“Cherchez la femme!”: Decolonising Early Balkan Film Histories through Forgotten Herstories


Ana Grgić Babes-Bolyai University / EFA

A burgeoning body of work by early cinema and feminist media history scholars has brought to light the incredible diversity of roles women held in film production, exhibition and distribution (see Bean and Negra 2002; Abel 2005; Lowe 2005; Gledhill and Knight 2015), and highlighted women’s contribution to the development of film narrative and the growth of local film industries (see Stamp 2012; Gaines et at. 2013; Hill 2016; Förster 2017; Gaines 2018). Still, according to Shelley Stamp, much work remains to be done in order to recognise women as producers and consumers of early cinema around the world (2017). Though the situation is slowly changing with new research emerging on diverse aspects of film culture and women’s filmmaking practices in the Balkans (see Balan 2015, Delveroudi 2012, 2015, Jelača 2017, Grgić 2022), much work remains to be undertaken to understand the intricate relationship between the new visual medium, modernising processes and women’s roles in the development of cinema throughout the region. My own research practice and methodology, inspired by writings and work of media scholars, historians, philosophers and archivists such as Arlette Farge, Jane Gaines, Walter Benjamin and Michel de Certeau, seeks to contribute to current historiographical approaches which seek to decolonise Balkan and East European film histories, archives and archival collections through critical analyses of neglected, marginal and minority cultures and practices.
In this seminar, I will focus on the challenges and the promises of writing and making visible neglected early cinema (her)stories, given the scarcity of archival materials, lost films and historical voids which concern women’s involvement with cinema in the Balkan region. This reflection comes after a long period of archival research into a forgotten figure of early Romanian cinema, the prolific theatre director and actress, Marioara Voiculescu, of whose pioneering filmmaking activities, only fragments remain.
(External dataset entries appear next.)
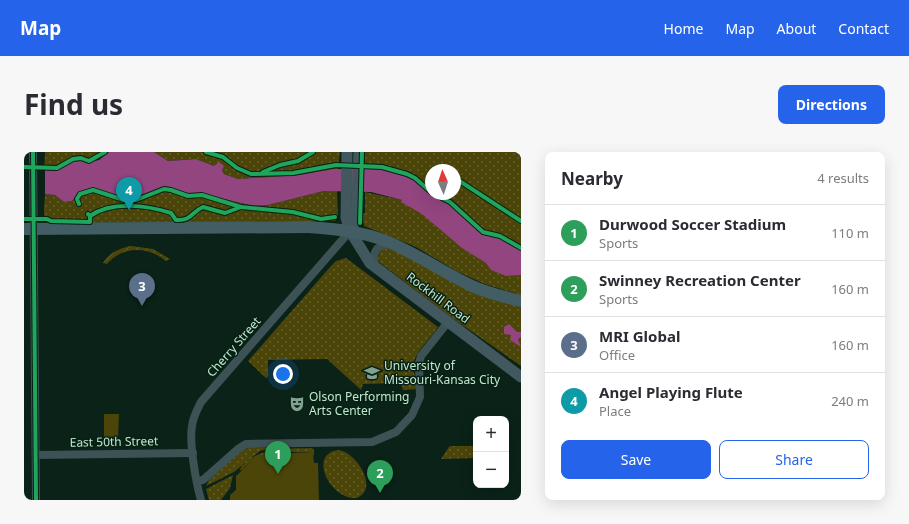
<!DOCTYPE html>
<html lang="en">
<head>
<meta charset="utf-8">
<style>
	body { margin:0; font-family:"Noto Sans",sans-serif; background:#f7f7f7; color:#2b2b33 }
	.controls { position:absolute; right:12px; bottom:12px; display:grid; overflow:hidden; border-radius:8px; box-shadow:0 4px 16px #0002 }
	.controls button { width:36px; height:36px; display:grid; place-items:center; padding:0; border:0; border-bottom:1px solid #e1e1e2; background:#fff; color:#2b2b33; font:20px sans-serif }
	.compass { position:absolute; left:401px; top:12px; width:36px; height:36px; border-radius:50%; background:#fff; box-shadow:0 4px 16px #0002; rotate:357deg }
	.you { position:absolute; left:259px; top:222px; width:14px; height:14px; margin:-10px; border:3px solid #fff; border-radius:50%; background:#1a73e8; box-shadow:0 0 0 6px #1a73e833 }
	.badge { display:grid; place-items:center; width:26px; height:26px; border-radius:50%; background:#2563eb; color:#fff; font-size:13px; font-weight:700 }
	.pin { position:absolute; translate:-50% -33px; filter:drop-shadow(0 1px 2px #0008) }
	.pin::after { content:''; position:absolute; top:21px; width:14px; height:12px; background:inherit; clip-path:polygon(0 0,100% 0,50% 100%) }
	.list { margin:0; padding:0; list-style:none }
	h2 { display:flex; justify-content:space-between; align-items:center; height:52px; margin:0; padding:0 16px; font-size:17px }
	h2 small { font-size:13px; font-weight:400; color:#7c7c81 }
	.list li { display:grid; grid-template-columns:26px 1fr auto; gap:12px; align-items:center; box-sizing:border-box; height:56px; padding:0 16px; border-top:1px solid #e1e1e2 }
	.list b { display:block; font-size:15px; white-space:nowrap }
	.list p { margin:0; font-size:13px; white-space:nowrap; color:#7c7c81 }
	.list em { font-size:13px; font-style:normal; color:#7c7c81 }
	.actions { display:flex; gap:8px; padding:12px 16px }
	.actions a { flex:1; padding:9px 0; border:1px solid #2563eb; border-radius:8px; text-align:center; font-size:14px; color:#2563eb }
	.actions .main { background:#2563eb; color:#fff }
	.map { position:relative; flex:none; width:497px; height:348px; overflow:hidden; border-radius:8px }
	header { display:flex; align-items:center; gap:24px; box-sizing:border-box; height:56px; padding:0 20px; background:#2563eb; color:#fff }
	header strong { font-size:19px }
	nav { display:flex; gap:22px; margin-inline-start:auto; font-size:14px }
	.intro { display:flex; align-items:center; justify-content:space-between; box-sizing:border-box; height:96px; padding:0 24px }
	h1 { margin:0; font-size:28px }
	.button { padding:10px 18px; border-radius:8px; background:#2563eb; color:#fff; font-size:14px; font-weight:700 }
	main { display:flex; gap:24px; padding:0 24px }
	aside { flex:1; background:#fff; border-radius:8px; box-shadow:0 4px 16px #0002 }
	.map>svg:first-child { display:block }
	.grass { fill:url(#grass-dots); fill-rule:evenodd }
	.garden { fill:url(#garden-furrows) }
	.pitch { fill:#4c4509 }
	.water { fill:#92457f }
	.pier { fill:#0a2218 }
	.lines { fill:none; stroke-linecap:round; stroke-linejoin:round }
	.minor { stroke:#3d5254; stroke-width:8 }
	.major { stroke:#41595e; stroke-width:11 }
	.highway { stroke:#425e64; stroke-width:12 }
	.cycleway-casing { stroke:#072114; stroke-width:6 }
	.cycleway { stroke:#20a55d; stroke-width:4 }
	.labels { text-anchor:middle; stroke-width:3; stroke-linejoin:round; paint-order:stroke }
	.street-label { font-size:12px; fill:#c1e7d0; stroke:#072114 }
	.poi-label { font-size:12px; fill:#c1e7d0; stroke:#072114; text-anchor:start }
</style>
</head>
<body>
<header>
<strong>Map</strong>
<nav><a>Home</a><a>Map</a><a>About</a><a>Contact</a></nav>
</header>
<div class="intro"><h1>Find us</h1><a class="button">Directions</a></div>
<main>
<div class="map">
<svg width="497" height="348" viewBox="0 0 497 348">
	<defs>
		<pattern id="grass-dots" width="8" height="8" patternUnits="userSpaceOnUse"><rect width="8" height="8" fill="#4c4509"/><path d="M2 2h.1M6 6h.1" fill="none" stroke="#64602c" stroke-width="1.8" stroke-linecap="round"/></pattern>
		<pattern id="garden-furrows" width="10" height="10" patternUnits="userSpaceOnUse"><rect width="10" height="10" fill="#4c4509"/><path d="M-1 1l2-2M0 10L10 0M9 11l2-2" fill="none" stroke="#64602c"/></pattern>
	</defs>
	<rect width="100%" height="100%" fill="#0a2218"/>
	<g class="grass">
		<path d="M21,0H85L70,9L50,8L31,18L20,19Z"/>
		<path d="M130,0H316L314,17L275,23L214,27L200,22L195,11L190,14L172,7L144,9Z"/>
		<path d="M341,0H497V98L454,79L430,55L404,41L384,23L357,17H341ZM407,18H431V42H407Z"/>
		<path d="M140,35L163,41L179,42L230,54L244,53L300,39H313L314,64L311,69H307L25,71C17,66 21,51 21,42L31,43L40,50L48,49C70,24 81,45 107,46C119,46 129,40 140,35Z"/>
		<path d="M341,40L378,48V50C414,66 436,101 474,116C481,119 488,122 497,123V143L461,132L434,120L390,94L340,74L338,61H341Z"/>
		<path d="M362,95L497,155V214L424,163L355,110L354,107L355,100Z"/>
		<path d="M322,106L414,175C407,186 389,202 389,215C389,223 394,226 393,237L379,238L377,231L339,232L337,238L303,207L244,208V224L242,226L224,209L307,114L312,109Z"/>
		<path d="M427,294H452V306L417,307L425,295Z"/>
		<path d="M226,295L248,296L236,299L210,320L182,334L185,328L216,300Z"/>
		<path d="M288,296L290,298V305L289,301C256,301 242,293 217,319L216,317C233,294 262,297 288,296Z"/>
		<path d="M315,298C333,301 356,338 332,346C306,348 283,301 315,298Z"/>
		<path d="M209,323L206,336L197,348H185L182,337Z"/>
	</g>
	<path class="garden" d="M107,94L129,97L146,107L142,109C124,94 98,94 83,112L79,111C85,101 96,96 107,94Z"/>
	<g class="pitch">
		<path d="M80,262H95L94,287H80Z"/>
		<path d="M248,299H264L266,301H289L290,311H294L295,348H206V343L212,338V324L232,305Z"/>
	</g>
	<g class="water">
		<path d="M85,0H130L144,9L172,7L190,14L195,10L200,14L198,18L200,22L214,27L275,23L310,17H357L378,22L392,28L404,41L424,50L454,79L461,83L472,84L497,97V123L482,124L467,118L462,111L438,96L398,62L377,50L378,48L347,40L300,39L244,53L230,54L179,42L163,41L140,35C129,40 119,46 107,46C81,46 70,23 48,49L40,50L31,43L21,42L0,19L31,18L51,8L66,10L75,8Z"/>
		<path d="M485,172L493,180H497V185L494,187L497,195L486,188L487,183L480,182V175Z"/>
	</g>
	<rect class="pier" x="0" y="17" width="21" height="27"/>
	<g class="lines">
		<g class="minor">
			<path d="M9,0L12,348"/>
			<path d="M352,116C347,102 351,93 366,92"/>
			<path d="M12,303L169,301"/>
			<path d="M173,329L179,328L214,297L222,292L348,290L372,280L388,263L396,245L395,211L397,204L424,170"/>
			<path d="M177,348C172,331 165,291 168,274C169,265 173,258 177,250L326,79"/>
		</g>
		<g class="major">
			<path d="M323,0L322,66L326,79L346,111L497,225"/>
			<path d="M326,79L332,67L335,0"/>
		</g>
		<path class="highway" d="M0,77L284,75C310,77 337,79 362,89C392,101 418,120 448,134C464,141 480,145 497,149"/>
		<defs>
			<g id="cycleway">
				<path d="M9,0L12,348"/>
				<path d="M182,0L199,5L213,16L227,22L269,21L312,13L358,15L383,22L391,26L407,40"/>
				<path d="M0,15L33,16L49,7L57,6L65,9L81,0"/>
				<path d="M239,20L256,13L274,9L289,0"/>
				<path d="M431,26L497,69"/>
				<path d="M410,42L426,50L459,80L476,84L497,96"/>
				<path d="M55,52L53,47L56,42L69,38L100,48H112L140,37L147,38L164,44L178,43L217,55L269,60L297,67L311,65"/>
				<path d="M66,64C88,49 122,53 147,61L152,68C168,69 167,60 179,55L201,61L217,55"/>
				<path d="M0,67H23L27,69L66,70V64L64,62"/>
				<path d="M336,71L338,0"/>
			</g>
		</defs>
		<use href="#cycleway" class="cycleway-casing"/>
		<use href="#cycleway" class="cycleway"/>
	</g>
	<defs>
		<symbol id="university-bare" viewBox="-9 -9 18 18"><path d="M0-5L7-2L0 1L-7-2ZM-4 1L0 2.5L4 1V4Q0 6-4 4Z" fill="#81a290" stroke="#072114" stroke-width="2.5" paint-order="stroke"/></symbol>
		<symbol id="theatre-bare" viewBox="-9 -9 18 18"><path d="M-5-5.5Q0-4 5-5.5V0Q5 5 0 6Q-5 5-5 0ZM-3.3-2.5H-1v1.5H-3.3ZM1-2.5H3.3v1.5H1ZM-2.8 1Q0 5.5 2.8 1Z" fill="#81a290" stroke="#072114" stroke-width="2.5" paint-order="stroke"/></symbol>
	</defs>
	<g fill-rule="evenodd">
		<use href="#university-bare" x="337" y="210" width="22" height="22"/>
		<use href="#theatre-bare" x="262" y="241" width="22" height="22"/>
	</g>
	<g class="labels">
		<g class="street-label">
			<text transform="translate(414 146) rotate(37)" y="4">Rockhill Road</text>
			<text transform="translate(210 195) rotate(-49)" y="4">Cherry Street</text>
			<text transform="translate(90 290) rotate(-1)" y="4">East 50th Street</text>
		</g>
		<g class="poi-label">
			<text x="360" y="218">University of<tspan x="360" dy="14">Missouri-Kansas City</tspan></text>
			<text x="285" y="249">Olson Performing<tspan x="285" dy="14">Arts Center</tspan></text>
		</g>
	</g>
</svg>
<div class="controls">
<button>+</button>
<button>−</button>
</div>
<svg class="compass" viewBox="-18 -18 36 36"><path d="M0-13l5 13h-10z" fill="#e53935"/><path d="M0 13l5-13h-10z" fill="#7c7c81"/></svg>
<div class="you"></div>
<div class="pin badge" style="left:254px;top:322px;background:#2e9e5b">1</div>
<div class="pin badge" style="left:356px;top:341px;background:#2e9e5b">2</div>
<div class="pin badge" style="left:118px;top:154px;background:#5c6f8a">3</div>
<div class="pin badge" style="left:105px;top:58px;background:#0f9aa8">4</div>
</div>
<aside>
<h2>Nearby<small>4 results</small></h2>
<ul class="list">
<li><span class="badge" style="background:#2e9e5b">1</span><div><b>Durwood Soccer Stadium</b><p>Sports</p></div><em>110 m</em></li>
<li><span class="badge" style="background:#2e9e5b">2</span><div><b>Swinney Recreation Center</b><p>Sports</p></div><em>160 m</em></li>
<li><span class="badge" style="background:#5c6f8a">3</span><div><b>MRI Global</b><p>Office</p></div><em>160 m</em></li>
<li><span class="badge" style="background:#0f9aa8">4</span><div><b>Angel Playing Flute</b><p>Place</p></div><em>240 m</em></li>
</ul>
<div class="actions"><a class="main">Save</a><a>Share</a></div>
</aside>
</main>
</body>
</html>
Through “looking and thinking adjacently” (Field 2015) at the materials in Voiculescu’s personal archives, I will contemplate on the affective value and disruptive power of “archival orphans” (Kessler 2013) such as handwritten notes, undated photographs or small everyday objects found in these collections. Referring to Eliza Anna Delveroudi’s important work (2012, 2015) on the Greek film critic and journalist Kalliopi Inglessi, who wrote under the pseudonym Iris Skaravaiou, I will expand my discussion to gender and early cinema in the Greek context, based on some preliminary research and readings of Skaravaiou’s articles on cinema and film stars in the Greek specialist press during the late 1920s.